Sept. 25, Kinsley-Dodge City, 45 miles, SW-NW breeze, 80/45—Dodge City has been dealing in either buffalo or cattle for a long time. When it was founded in 1872, it immediately became the primary commercial center for buffalo hunters and hide dealers, who shipped out millions of hides.

Hardy Texas longhorn herds were driven to Dodge City from Texas starting in 1875 on the Western and Jones and Plummer trails. This was the heyday of Dodge City's notoriety, when it was a rough place full of opportunities for newly arrived cowboys to lose their money gambling at faro or poker, or in saloons and brothels. It was also a more diverse place than we think. On the great Texas cattle drives, around a third of the cowboys were blacks, Mexican vaqueros, and Indians.

Today Dodge City makes its tourist dollars off a re-creation of Front Street and
Boot Hill, named because those buried there had no friends or family and were buried with their boots on. The real Front Street was torn down in 1970 for urban renewal.

The old Dodge inspired movie westerns and the TV series Gunsmoke, plus so many dime novels that late in life Bat Masterson turned down a job as U.S. marshal of Oklahoma Territory offered by his friend, President Teddy Roosevelt. Masterson knew too many people had read about him and Dodge and would want to make their reputation against him. Instead he became a sportwriter in New York City.

Now, instead of gamblers and and famous lawman (Bat and Ed Masterson, Wyatt Earp, Bill Tilghman), Dodge City is dominated by two enormous meatpacking operations, Excel (part of Cargill) and National Beef (Farmland). Other Dodge industries are built around beef: feed companies, livestock companies, trucking companies. Most of the workforce at the two meatpackers are from Mexico, most legal and some not. Both companies, I heard, are fined regularly for undocumented workers.

So many Mexicans have immigrated here to work in the plants that about 45 percent of Dodge City's 25,000 people are Latino. In the school system, Latinos are over 60 percent of the students. Most of the growth has taken place since about 1990.

At a grocery store I met Victor, who had worked at National Beef for 10 years. He'd moved to Dodge City from Los Angeles and was glad to be here working a good job. He came from Mexico, where he used to ride his bike everywhere, he said. I was interested in him, but he wanted to talk about my trip, not himself. I liked that he saw the adventure part of my trip where many people just saw miles of riding.

Whatever views one may have on immigrant workers, Mexican influence in these parts is almost 500 years old. A few miles east of the city is Coronado crossing, a possible location for the 1541 crossing of the Arkansas River by the conquistador Coronado and his Spanish-Indian force. Gold-crazed, he was searching for Quivera, one of the legendary (and non-existent) seven cities of gold.

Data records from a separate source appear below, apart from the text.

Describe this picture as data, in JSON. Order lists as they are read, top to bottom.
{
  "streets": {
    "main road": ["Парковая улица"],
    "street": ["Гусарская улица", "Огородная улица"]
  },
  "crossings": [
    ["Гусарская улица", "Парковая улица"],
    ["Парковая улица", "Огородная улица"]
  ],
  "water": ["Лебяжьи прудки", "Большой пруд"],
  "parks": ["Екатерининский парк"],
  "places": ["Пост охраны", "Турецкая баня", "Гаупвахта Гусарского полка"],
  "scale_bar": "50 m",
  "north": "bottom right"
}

When I parked my bike at the Coronado monument, the first voices I heard were in Spanish, from the house next door. After crossing the Arkansas, Coronado's priest held a mass of thanksgiving. Since this is regarded as the first Christian mass in what is now the United States, Dodge City churches and organizations sponsored the monument for the 1976 American bicentennial. Coronado nearly reached present-day Lindsborg, Kan. before turning around.

Nearby is Dodge City's reason for being: Fort Dodge was one of the army outposts on the Santa Fe Trail. This trail was for commerce, not emigration, with Mexican merchants going to Missouri and vice-versa. Four original building from the fort remain, now part of the Kansas Soldiers' Home. Visitors are welcome to walk around the grounds and see both the old barracks and cozy bungalows for World War II and Korean War veterans.

1 Comments:

At 10/08/2006, Blogger amahia said...

At what point do you feel like you've entered the South? I felt like it happened somewhere in lower Kansas. My guess is that most people don't think of the plains as having a south, and they wouldn't expect to find Kansas in that category. Kansas, somehow, seems to have the reputation of a boring, conservative "white bread" state, which does not reflect its past. Could it qualify for one of the most misunderstood states--or am I romanticizing the pancake?